- Origin: Salt Lake City, Utah
- Genres: Doom metal, sludge metal, drone metal
- Years active: 2007–present
- Labels: Southern Lord
- Members: Gentry Densley, Tyler Smith
- Website: eagletwin.com

= Eagle Twin =

American metal band

Eagle Twin is an American metal band formed in Salt Lake City, Utah, by singer/guitarist Gentry Densley and drummer Tyler Smith. Eagle Twin's music could be broadly classified as doom metal or sludge metal, but also touches on progressive rock, blues rock, jazz fusion and psychedelic rock, featuring lengthy instrumental passages and Densley's gruff, half-chanted vocals, which occasionally veer into overtone singing.

==Background==
Unlike Gentry Densley's previous band Iceburn, which explored a fusion of punk rock, metal, jazz, classical music and free improvisation, Eagle Twin is more directly rooted in heavy metal traditions, particularly the focus upon the guitar riff. When asked what shaped the Eagle Twin sound, Densley replied:

Well, a lot of it comes from "the riff" and the whole tradition of "the riff". It's something that I've become more conscious of – from Page and Iommi, down through people like Wino – the whole idea of people channelling "the riff". I'm also interested in myths and mythology and the creation of myths, the scale of the universal consciousness and how these same stories pop up over the years – the whole idea of collective memory and looking at riffs the same way; the real language of "the riff". I also wanted to do more story telling so there are probably influences from a lot of blues artists and also a lot of Mahavishnu influences; harmonically, I just started thinking about putting some more of that in, and there are elements of fusion jazz as well.

Eagle Twin's debut album, The Unkindness of Crows, was released in 2009 by Southern Lord Records. A loose concept album presenting a creation myth based on folklore and mythology about crows, the album's liner notes state "We extend apologies for our shameless fleecing of dead poets, native myths, mormon hymns, japanese haikus, Upton Sinclair, and especially Ted Hughes." Hughes's 1970 collection Crow was a key inspiration for the album. Gentry Densley said:

I work in a jail library. I work in the jail giving people books, I'm the librarian. We used to have a copy of Ted Hughes’ The Crow. It's a book of poems. He was poet laureate in Britain before he died, married to Sylvia Plath who wrote some awesome poems as well and The Bell Jar. I picked that up and the language of the poems would always suggest the music to me, the rhythm would give me riff ideas, and it came from that as well, but the lyrical ideas started meaning more to me and it seems like he takes all sorts of world myths and biblical things and imposes onto his crow character. I thought that was really interesting that you could take these universal myths and embody them into one character, just show how it all connects. So that started to interest me a lot more and so I started using the crow as my own variation on that character. Making up my own stories about him and stuff.

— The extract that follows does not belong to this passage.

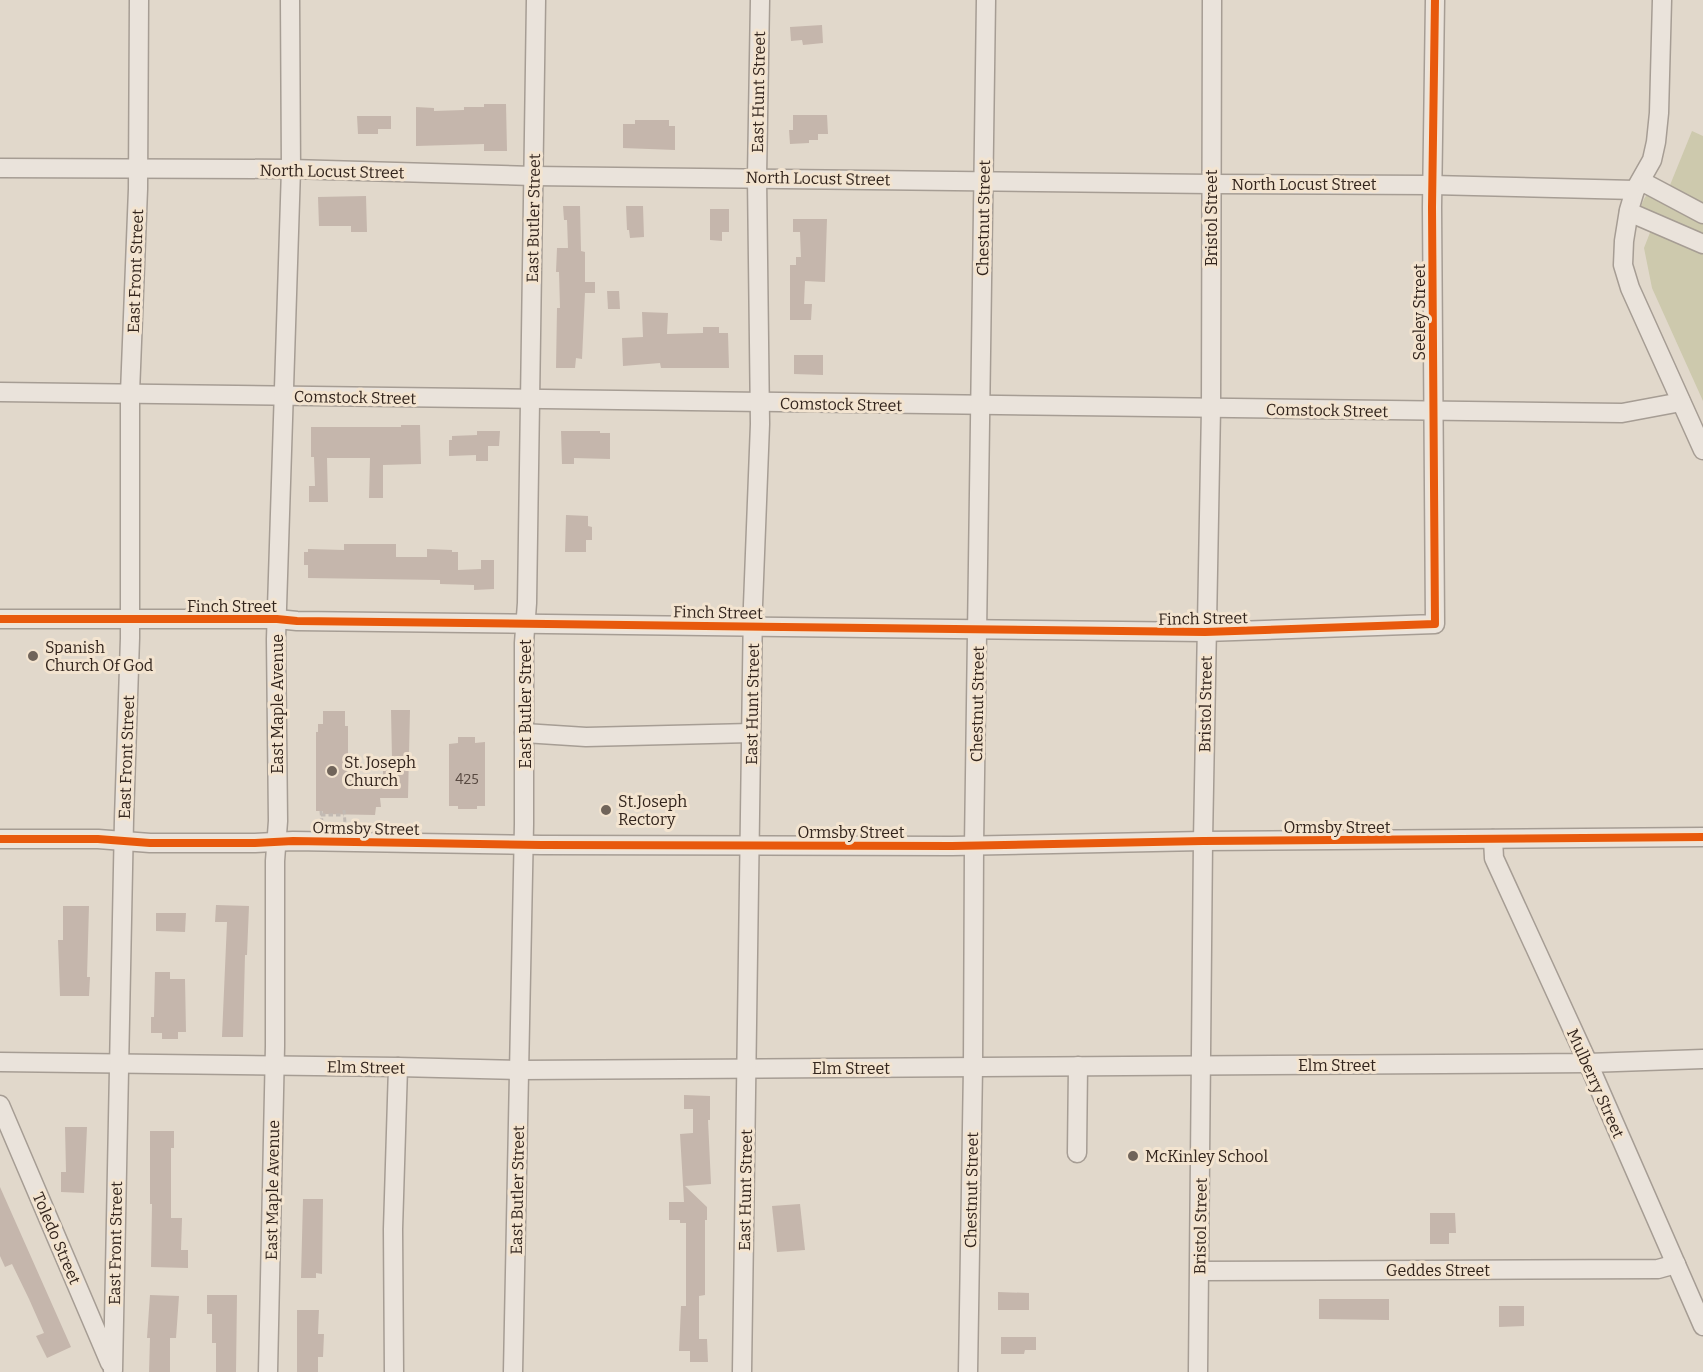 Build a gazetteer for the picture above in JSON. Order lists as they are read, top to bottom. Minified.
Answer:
{"streets":{"street":["East Hunt Street","North Locust Street","East Butler Street","Chestnut Street","Bristol Street","East Front Street","Seeley Street","Comstock Street","Finch Street","East Maple Avenue","Ormsby Street","Elm Street","Mulberry Street","Toledo Street","Geddes Street"]},"crossings":[["East Hunt Street","North Locust Street"],["East Hunt Street","Comstock Street"],["East Hunt Street","Finch Street"],["East Hunt Street","Ormsby Street"],["East Hunt Street","Elm Street"],["North Locust Street","East Butler Street"],["North Locust Street","Chestnut Street"],["North Locust Street","Bristol Street"],["North Locust Street","East Front Street"],["North Locust Street","Seeley Street"],["North Locust Street","East Maple Avenue"],["East Butler Street","Comstock Street"],["East Butler Street","Finch Street"],["East Butler Street","Ormsby Street"],["East Butler Street","Elm Street"],["Chestnut Street","Comstock Street"],["Chestnut Street","Finch Street"],["Chestnut Street","Ormsby Street"],["Chestnut Street","Elm Street"],["Bristol Street","Comstock Street"],["Bristol Street","Finch Street"],["Bristol Street","Ormsby Street"],["Bristol Street","Elm Street"],["Bristol Street","Geddes Street"],["East Front Street","Comstock Street"],["East Front Street","Finch Street"],["East Front Street","Ormsby Street"],["East Front Street","Elm Street"],["East Front Street","Toledo Street"],["Seeley Street","Comstock Street"],["Seeley Street","Finch Street"],["Comstock Street","East Maple Avenue"],["Finch Street","East Maple Avenue"],["East Maple Avenue","Ormsby Street"],["East Maple Avenue","Elm Street"],["Ormsby Street","Mulberry Street"],["Elm Street","Mulberry Street"],["Mulberry Street","Geddes Street"]],"places":["Spanish Church Of God","St. Joseph Church","St.Joseph Rectory","McKinley School"],"house_numbers":["425"]}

Critic Gregory Heaney of Allmusic gives the album four-out-of-five stars, writing, "While not necessarily for the masses, The Unkindness of Crows is a solid experience for anyone looking for something that plays with the [doom/sludge metal] genre in an interesting, and powerfully noisy, way." Critic Daren Cowan rates the album at seven out of ten: "Each track relates a dark, cerebral sound with psychedelic undertones [...] Densley’s voice brings a unique aspect to the album. Due to the length of each track and the album’s plodding nature, The Unkindness of Crows requires a certain mood to digest, but should fit followers of Southern Lord’s classic catalogue quite well."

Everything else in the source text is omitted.